Climate change is not only inevitable, it is already here and can be felt everywhere in one way or another.
One of the most apparent effects of climate change in the US is flooding. The National Geographic estimates that more than 670 coastal communities in the US will face repeated flooding by the end of this century. And while mitigating climate change involves a series of difficult conversations, preparing for its effects should not be neglected.
If you’re worried about flooding in your community, know that there are a few things that you can do now to lessen the risk and give you more peace of mind.
Preparing a flood emergency kit is one of the most responsible courses you can take for the safety of your household. Here are some tips to help you.
Allot a minimum of two liters of water per person per day. Store them in containers that are both accessible and portable.

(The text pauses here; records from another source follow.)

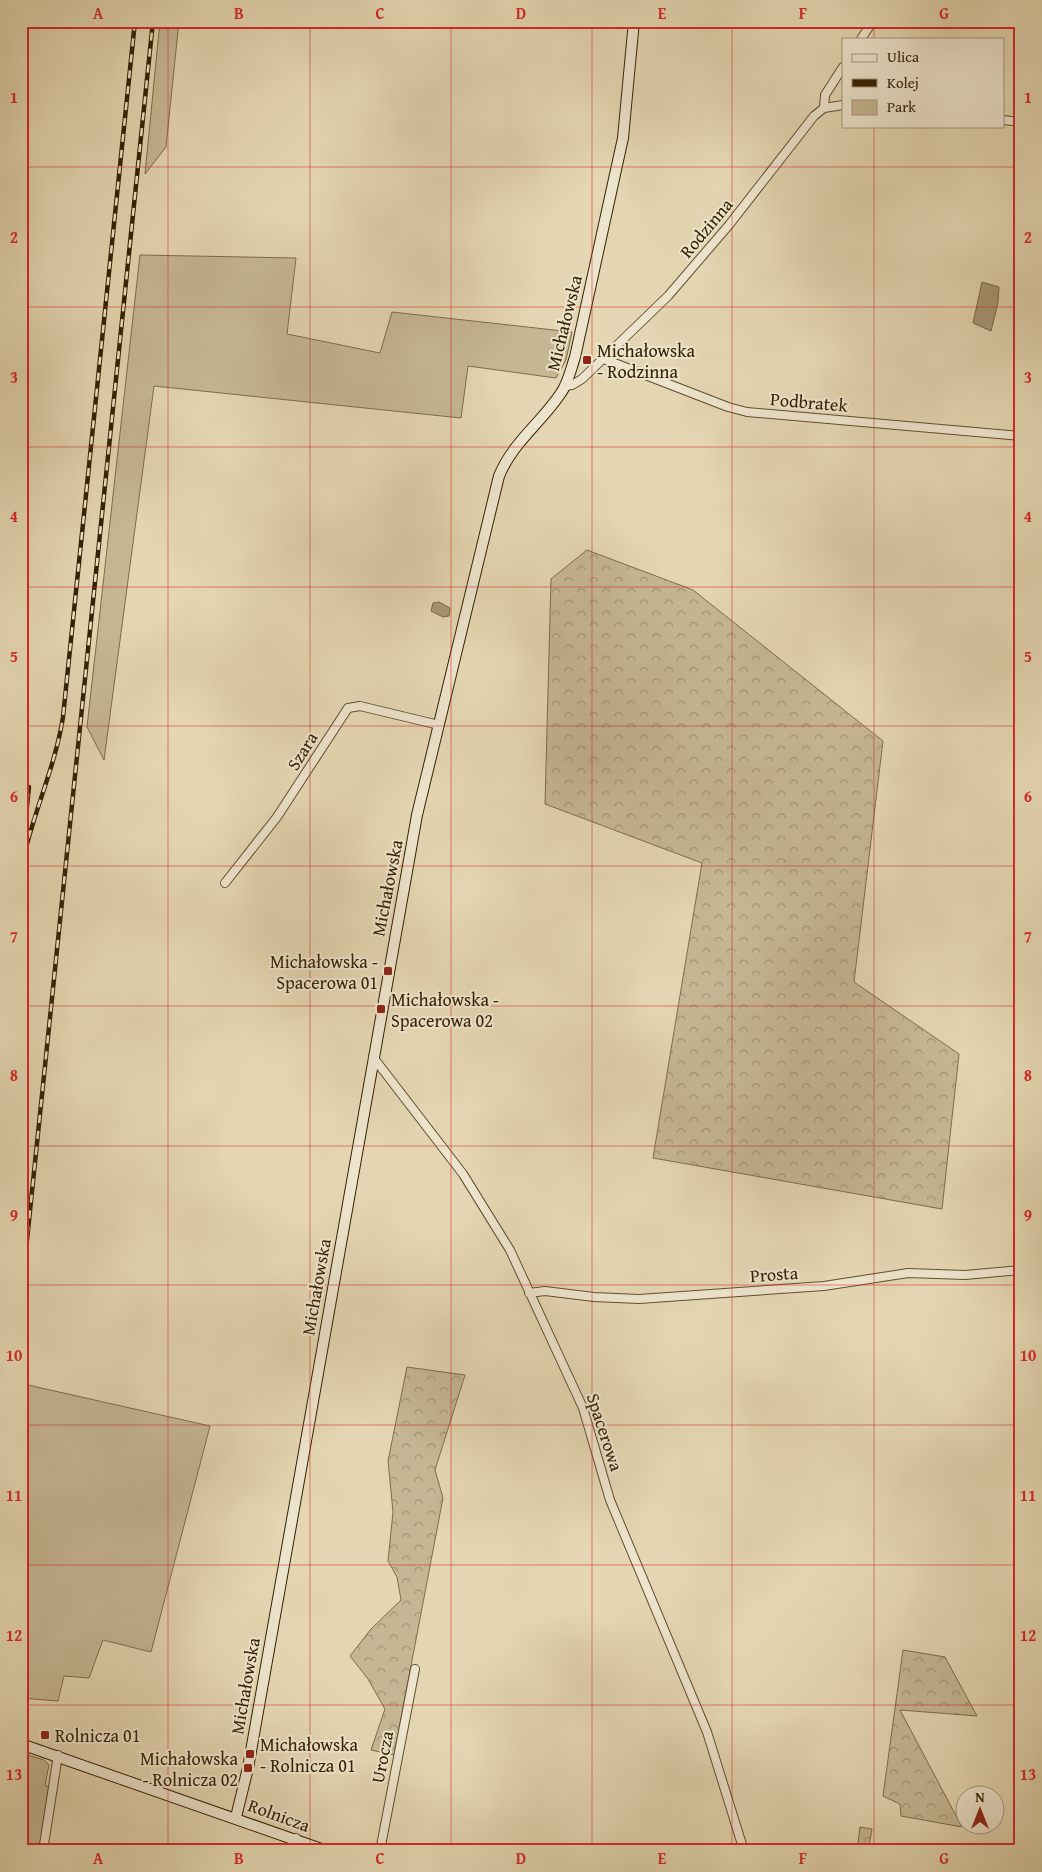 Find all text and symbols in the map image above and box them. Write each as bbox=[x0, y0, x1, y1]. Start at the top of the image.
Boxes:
text: A bbox=[93, 1, 104, 25]
text: B bbox=[234, 1, 244, 25]
text: C bbox=[375, 1, 385, 25]
text: D bbox=[516, 1, 526, 25]
text: E bbox=[658, 1, 667, 25]
text: F bbox=[799, 1, 807, 25]
text: G bbox=[939, 1, 949, 25]
legend bbox=[842, 38, 1004, 128]
text: Ulica bbox=[887, 46, 919, 67]
text: Kolej bbox=[887, 72, 919, 93]
text: 1 bbox=[10, 85, 18, 109]
text: 1 bbox=[1024, 85, 1032, 109]
text: Park bbox=[887, 96, 916, 117]
street label: Rodzinna bbox=[673, 192, 739, 264]
text: 2 bbox=[10, 225, 18, 249]
text: 2 bbox=[1024, 225, 1032, 249]
street label: Michałowska bbox=[539, 272, 589, 374]
place label: Michałowska - Rodzinna bbox=[597, 337, 695, 385]
marker: Michałowska - Rodzinna bbox=[581, 354, 593, 366]
text: 3 bbox=[10, 365, 18, 389]
text: 3 bbox=[1024, 365, 1032, 389]
street label: Podbratek bbox=[769, 385, 850, 419]
text: 4 bbox=[10, 504, 18, 528]
text: 4 bbox=[1024, 504, 1032, 528]
text: 5 bbox=[10, 644, 18, 668]
text: 5 bbox=[1024, 644, 1032, 668]
street label: Szara bbox=[280, 726, 325, 776]
text: 6 bbox=[10, 784, 18, 808]
text: 6 bbox=[1024, 784, 1032, 808]
street label: Michałowska bbox=[364, 837, 410, 939]
text: 7 bbox=[10, 924, 18, 948]
text: 7 bbox=[1024, 924, 1032, 948]
place label: Michałowska - Spacerowa 01 bbox=[270, 948, 378, 996]
marker: Michałowska - Spacerowa 01 bbox=[382, 965, 394, 977]
place label: Michałowska - Spacerowa 02 bbox=[391, 986, 499, 1034]
marker: Michałowska - Spacerowa 02 bbox=[375, 1003, 387, 1015]
text: 8 bbox=[10, 1063, 18, 1087]
text: 8 bbox=[1024, 1063, 1032, 1087]
text: 9 bbox=[10, 1203, 18, 1227]
text: 9 bbox=[1024, 1203, 1032, 1227]
street label: Michałowska bbox=[294, 1236, 338, 1338]
street label: Prosta bbox=[749, 1259, 799, 1289]
text: 10 bbox=[6, 1343, 22, 1367]
text: 10 bbox=[1020, 1343, 1036, 1367]
street label: Spacerowa bbox=[580, 1390, 630, 1475]
text: 11 bbox=[6, 1483, 22, 1507]
text: 11 bbox=[1020, 1483, 1036, 1507]
text: 12 bbox=[6, 1623, 22, 1647]
text: 12 bbox=[1020, 1623, 1036, 1647]
street label: Michałowska bbox=[223, 1635, 267, 1737]
place label: Rolnicza 01 bbox=[55, 1722, 140, 1749]
street label: Urocza bbox=[364, 1728, 400, 1785]
marker: Rolnicza 01 bbox=[39, 1729, 51, 1741]
place label: Michałowska - Rolnicza 01 bbox=[260, 1731, 358, 1779]
place label: Michałowska - Rolnicza 02 bbox=[140, 1745, 238, 1793]
marker: Michałowska - Rolnicza 01 bbox=[244, 1748, 256, 1760]
text: 13 bbox=[6, 1762, 22, 1786]
marker: Michałowska - Rolnicza 02 bbox=[242, 1762, 254, 1774]
text: 13 bbox=[1020, 1762, 1036, 1786]
north arrow bbox=[954, 1784, 1004, 1834]
text: N bbox=[975, 1787, 985, 1807]
street label: Rolnicza bbox=[244, 1791, 314, 1839]
text: A bbox=[93, 1846, 104, 1870]
text: B bbox=[234, 1846, 244, 1870]
text: C bbox=[375, 1846, 385, 1870]
text: D bbox=[516, 1846, 526, 1870]
text: E bbox=[658, 1846, 667, 1870]
text: F bbox=[799, 1846, 807, 1870]
text: G bbox=[939, 1846, 949, 1870]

No-cook food that won’t go bad is the best choice for emergencies. Energy bars and dried food are among the easiest picks.
First Aid Kit
Include items that can dress wounds and trauma. Basic medicine for stomach and head aches should also be added. If members of your family need specialized medication like inhalers, don’t forget to include at least a week’s worth in your kit as well.
A wind-up flashlight is ideal, since battery-operated ones are limited by the amount of batteries you prepare as well.
Similar to flashlights, try to get a hold of wind-up radios since you won’t know just how long you’ll need it for.
Hygiene is one of the things you may not readily think about when emergencies happen. However, having toiletries available to you may help prevent infection and disease, particularly during longer periods.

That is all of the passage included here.